I recently finished reading “Woke Racism” by John McWhorter—an engaging, thought-provoking book that I encourage everyone to read. While the book primarily focuses on critiquing today’s “anti-racist” movement, towards the end (Chapter 5: Beyond “Dismantling Structures”: Saving Black America for Real) McWhorter summarizes a three-point plan to address racial inequality in America.
First—and likely most controversially—McWhorter recommends ending the war on drugs. To stifle the dangerous black market for drugs that currently exists, McWhorter suggests that we take steps to legalize (but still regulate) drugs. McWhorter notes that many underserved black men “drift into this black market,” and argues that these men would have legal jobs but for the black market. He further explains:
The war on drugs … is universally agreed not to have worked in any case. Its eclipse would create a black American community in which even men dealt a bad hand would likely work legally, spells in prison would be rare, and thus growing up fatherless would be occasional rather than the norm.
Second, McWhorter recommends that we improve reading instruction by focusing on phonics rather than the “whole word method.” McWhorter, a linguistics professor, explains that phonics instruction is critical for children who don’t come from homes full of books. He adds:
This may seem an inside-baseball issue, but it is essential to getting past race in America. Generations of black kids, disproportionately poor, have been sideswiped by inadequate reading instruction. To find reading a chore puts a block on learning math, or anything else, from the page and is a perfect pathway to finding “the school thing” tiresome and irrelevant. The impact on life trajectory is clear.
Finally, McWhorter recommends that we “revise the notion that attending a four-year college is the mark of being a legitimate American, and return to truly valuing working class jobs.” McWhorter argues that “[a]ttending four years of college is a tough, expensive, and expensive, and even unappealing proposition for many poor people (as well as middle-class and rich ones).” And he explains that:
[P]eople can, with up to two years’ training at a vocational institution, make a solid living as electricians, plumbers, hospital technicians, cable television installers, body shop mechanics, and many other jobs.

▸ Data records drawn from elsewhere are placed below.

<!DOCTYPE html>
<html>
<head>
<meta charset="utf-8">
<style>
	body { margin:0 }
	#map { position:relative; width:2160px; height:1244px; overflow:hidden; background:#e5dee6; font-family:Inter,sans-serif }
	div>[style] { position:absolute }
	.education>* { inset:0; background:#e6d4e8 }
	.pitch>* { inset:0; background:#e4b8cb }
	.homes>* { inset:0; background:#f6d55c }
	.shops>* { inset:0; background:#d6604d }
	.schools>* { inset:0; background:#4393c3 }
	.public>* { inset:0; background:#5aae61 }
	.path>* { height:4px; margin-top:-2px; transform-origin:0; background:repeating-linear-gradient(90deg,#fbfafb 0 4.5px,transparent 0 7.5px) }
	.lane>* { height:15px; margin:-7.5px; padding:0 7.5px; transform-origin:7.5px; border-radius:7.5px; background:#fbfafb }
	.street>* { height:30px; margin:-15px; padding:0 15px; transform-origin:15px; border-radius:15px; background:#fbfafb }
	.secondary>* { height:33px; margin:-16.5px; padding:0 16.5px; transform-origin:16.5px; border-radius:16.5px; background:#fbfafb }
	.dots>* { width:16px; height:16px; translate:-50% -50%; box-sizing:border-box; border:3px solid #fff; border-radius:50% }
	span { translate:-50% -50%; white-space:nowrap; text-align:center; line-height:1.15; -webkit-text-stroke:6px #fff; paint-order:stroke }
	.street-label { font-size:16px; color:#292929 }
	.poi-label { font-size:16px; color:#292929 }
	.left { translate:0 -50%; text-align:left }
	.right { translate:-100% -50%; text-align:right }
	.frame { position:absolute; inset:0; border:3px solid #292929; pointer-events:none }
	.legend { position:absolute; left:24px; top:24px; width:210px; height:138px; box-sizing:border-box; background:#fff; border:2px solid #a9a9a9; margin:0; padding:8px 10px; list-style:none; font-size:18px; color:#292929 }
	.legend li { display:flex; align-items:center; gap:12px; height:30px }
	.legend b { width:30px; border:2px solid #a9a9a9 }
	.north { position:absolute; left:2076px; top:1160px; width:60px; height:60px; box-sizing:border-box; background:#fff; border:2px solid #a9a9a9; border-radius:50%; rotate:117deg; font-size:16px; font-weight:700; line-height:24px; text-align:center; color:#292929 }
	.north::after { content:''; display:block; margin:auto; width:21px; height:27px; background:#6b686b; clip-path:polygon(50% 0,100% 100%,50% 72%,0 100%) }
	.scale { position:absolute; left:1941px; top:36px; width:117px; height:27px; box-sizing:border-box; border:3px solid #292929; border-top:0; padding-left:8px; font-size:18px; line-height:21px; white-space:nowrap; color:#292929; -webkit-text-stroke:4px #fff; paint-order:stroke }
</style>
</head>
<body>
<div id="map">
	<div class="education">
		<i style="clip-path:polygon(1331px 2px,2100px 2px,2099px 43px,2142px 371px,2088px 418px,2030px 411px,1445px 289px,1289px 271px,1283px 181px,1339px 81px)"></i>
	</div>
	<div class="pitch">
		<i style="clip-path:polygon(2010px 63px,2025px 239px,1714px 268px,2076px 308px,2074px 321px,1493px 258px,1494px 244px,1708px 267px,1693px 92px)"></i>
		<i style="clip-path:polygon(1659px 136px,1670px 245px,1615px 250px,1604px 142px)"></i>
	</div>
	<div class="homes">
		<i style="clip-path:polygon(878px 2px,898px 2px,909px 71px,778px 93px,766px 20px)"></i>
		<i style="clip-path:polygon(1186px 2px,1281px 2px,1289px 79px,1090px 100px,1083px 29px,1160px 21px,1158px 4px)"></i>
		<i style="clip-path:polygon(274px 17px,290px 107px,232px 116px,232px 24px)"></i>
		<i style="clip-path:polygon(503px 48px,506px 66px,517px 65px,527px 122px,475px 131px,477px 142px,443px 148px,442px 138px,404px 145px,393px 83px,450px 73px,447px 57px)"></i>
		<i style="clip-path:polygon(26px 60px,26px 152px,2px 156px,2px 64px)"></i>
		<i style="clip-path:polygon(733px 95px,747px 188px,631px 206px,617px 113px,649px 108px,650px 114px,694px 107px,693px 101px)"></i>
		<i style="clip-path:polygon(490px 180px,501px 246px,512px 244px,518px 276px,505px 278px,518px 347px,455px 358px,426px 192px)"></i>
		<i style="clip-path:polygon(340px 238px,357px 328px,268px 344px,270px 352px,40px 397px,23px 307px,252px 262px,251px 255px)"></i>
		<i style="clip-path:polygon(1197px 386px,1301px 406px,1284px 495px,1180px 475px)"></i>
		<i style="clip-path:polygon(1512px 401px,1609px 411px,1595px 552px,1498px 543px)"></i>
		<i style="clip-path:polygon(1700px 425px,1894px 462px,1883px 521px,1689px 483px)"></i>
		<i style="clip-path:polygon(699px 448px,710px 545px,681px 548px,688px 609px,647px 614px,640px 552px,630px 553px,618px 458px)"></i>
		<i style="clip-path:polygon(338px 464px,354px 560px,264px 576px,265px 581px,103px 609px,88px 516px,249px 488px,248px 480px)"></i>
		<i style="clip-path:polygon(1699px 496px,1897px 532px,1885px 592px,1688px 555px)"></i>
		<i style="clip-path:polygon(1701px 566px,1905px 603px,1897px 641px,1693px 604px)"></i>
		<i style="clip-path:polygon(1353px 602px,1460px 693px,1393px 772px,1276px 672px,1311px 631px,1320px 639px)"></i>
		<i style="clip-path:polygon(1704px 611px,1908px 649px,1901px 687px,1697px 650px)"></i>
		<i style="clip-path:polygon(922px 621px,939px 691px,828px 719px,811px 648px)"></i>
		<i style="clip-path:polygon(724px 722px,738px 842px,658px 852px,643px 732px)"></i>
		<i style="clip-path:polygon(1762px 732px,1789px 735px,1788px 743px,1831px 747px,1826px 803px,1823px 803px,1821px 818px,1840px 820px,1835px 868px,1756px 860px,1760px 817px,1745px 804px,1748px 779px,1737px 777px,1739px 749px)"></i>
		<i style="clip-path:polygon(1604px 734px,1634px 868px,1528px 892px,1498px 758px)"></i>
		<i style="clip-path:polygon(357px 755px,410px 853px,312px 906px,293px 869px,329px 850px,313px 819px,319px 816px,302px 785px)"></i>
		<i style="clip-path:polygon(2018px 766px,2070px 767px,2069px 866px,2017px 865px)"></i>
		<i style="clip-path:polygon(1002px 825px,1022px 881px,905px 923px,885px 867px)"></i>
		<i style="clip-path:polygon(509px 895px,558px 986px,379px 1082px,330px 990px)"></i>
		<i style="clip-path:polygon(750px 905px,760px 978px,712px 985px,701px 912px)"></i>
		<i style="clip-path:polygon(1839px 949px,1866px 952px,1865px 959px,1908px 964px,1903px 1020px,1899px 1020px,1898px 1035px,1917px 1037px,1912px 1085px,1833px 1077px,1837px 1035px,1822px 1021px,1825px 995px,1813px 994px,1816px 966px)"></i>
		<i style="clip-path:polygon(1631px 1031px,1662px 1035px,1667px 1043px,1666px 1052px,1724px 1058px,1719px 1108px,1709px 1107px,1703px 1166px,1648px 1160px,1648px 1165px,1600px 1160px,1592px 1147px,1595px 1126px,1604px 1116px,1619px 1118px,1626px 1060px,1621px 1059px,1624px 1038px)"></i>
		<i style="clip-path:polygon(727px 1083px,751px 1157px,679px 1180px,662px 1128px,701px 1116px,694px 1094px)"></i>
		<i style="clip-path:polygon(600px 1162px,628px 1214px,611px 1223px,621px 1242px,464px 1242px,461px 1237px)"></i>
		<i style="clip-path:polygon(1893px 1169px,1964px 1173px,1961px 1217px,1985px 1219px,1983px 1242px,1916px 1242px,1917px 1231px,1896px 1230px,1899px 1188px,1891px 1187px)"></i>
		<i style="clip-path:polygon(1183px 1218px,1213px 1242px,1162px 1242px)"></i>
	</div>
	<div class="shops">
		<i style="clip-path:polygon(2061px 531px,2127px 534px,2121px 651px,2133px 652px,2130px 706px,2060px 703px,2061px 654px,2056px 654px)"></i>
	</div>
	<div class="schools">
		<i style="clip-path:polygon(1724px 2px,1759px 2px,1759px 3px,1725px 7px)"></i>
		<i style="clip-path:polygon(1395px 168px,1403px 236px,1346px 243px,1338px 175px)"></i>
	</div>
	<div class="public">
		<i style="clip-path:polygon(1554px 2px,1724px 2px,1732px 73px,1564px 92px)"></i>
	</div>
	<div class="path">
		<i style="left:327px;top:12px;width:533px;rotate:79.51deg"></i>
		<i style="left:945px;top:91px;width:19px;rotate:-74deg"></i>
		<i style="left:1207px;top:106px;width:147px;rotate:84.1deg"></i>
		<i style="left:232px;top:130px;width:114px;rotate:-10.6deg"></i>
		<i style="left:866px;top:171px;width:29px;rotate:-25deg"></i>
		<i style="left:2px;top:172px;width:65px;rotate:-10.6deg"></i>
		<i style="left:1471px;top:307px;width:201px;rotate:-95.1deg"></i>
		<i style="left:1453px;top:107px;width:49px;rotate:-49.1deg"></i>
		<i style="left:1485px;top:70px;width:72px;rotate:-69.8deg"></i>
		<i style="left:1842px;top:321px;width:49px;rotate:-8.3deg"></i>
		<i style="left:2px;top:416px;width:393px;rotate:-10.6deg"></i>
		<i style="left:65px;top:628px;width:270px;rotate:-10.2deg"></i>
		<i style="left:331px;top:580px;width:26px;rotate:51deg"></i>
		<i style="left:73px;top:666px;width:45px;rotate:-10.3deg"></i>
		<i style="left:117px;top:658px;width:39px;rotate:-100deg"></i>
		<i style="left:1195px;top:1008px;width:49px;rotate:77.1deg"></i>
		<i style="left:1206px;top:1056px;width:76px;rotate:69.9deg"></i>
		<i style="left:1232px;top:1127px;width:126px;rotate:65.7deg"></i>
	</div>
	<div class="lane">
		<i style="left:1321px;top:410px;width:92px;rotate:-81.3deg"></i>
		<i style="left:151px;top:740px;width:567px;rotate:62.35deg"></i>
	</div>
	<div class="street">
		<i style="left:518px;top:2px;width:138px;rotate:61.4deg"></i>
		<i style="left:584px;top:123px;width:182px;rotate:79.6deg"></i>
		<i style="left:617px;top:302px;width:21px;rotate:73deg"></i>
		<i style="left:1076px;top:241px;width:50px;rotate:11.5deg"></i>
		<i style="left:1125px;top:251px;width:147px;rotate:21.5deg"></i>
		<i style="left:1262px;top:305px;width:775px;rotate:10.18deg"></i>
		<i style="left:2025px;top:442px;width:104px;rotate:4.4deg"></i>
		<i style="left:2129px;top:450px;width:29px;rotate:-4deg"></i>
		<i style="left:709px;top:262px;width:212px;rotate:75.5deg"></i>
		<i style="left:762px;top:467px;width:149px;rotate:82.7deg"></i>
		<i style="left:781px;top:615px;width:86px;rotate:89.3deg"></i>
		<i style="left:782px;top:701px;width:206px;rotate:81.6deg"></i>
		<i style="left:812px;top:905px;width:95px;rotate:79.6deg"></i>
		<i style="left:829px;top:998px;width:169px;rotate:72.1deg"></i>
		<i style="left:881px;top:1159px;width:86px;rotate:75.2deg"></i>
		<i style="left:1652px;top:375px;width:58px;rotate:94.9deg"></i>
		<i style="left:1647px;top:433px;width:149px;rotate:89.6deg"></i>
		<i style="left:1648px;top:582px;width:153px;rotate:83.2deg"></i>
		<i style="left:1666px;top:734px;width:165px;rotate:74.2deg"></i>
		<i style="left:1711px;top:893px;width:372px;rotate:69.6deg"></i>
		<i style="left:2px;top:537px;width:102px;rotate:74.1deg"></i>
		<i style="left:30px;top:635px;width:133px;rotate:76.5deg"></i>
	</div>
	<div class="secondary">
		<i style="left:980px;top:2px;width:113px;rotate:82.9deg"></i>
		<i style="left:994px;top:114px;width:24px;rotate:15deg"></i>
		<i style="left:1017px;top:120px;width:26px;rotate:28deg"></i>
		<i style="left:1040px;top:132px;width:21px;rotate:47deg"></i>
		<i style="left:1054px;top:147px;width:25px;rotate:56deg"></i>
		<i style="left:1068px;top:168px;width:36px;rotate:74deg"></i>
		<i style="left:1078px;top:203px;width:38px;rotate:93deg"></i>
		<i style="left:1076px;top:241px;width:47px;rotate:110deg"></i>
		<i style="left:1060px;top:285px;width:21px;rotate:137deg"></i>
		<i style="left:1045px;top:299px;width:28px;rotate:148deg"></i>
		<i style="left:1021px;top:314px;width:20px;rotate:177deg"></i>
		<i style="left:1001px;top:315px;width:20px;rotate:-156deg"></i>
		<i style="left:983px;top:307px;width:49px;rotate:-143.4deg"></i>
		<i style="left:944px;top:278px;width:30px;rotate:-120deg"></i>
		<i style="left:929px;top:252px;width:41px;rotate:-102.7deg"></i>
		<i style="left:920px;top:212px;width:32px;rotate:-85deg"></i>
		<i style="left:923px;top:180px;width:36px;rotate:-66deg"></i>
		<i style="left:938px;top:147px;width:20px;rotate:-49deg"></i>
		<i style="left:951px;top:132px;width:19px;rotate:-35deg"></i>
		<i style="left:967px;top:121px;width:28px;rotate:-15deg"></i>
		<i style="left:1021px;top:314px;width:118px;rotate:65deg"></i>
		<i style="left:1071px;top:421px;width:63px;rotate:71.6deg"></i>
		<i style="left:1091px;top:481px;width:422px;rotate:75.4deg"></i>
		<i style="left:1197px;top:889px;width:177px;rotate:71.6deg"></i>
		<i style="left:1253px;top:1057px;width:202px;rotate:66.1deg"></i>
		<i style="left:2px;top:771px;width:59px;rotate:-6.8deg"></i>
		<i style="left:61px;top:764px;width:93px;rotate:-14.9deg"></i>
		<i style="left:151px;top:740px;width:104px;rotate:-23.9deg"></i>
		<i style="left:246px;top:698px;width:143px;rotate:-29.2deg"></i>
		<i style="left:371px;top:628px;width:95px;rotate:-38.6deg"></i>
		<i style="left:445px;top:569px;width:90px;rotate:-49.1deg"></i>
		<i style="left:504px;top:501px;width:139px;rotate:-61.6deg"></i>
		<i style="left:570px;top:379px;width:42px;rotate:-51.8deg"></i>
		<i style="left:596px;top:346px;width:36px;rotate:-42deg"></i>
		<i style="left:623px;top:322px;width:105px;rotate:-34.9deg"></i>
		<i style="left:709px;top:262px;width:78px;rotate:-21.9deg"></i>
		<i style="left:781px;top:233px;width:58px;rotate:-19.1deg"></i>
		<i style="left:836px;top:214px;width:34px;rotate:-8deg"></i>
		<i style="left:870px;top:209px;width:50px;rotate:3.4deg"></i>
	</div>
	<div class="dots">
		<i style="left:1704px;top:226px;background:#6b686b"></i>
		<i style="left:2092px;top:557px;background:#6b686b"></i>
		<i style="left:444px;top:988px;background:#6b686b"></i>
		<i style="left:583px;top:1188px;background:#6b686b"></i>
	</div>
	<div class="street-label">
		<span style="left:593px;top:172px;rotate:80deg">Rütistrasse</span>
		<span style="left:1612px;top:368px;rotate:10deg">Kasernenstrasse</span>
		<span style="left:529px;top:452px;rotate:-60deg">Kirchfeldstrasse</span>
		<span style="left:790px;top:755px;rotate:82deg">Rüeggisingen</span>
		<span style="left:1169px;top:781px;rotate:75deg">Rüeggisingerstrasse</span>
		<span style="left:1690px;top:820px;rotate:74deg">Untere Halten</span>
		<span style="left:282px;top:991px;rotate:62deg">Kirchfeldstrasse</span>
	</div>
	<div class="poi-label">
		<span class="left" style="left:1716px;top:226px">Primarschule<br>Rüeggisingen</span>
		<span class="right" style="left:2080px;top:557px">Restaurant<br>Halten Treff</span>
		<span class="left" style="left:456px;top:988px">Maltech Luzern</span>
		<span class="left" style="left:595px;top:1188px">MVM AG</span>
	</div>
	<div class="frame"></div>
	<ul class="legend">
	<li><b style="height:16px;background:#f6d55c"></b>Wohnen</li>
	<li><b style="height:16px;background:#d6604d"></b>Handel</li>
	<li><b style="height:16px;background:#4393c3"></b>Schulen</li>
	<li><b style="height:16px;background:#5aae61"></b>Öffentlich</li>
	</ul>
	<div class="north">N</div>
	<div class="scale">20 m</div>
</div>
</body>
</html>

Across America, we must instill a sense that vocational school—not ‘college’ in the traditional sense—is a valued option for people who want to get byond what they grew up in.
I am struck by the simplicity of McWhorter’s plan. As a pragmatist at heart, I like that it is concrete and practical, and each point seems ripe for bipartisan compromise. Even as to his most-controversial recommendation—ending the war on drugs—the recent success of the First Step Act suggests that some sort of reform in this area is possible.
Policymakers would be wise to pause their shouting matches and take a moment to consider these three steps. And if you’re not already reading McWhorter, you should be.
The views expressed are the author’s and do not represent official positions of IWF.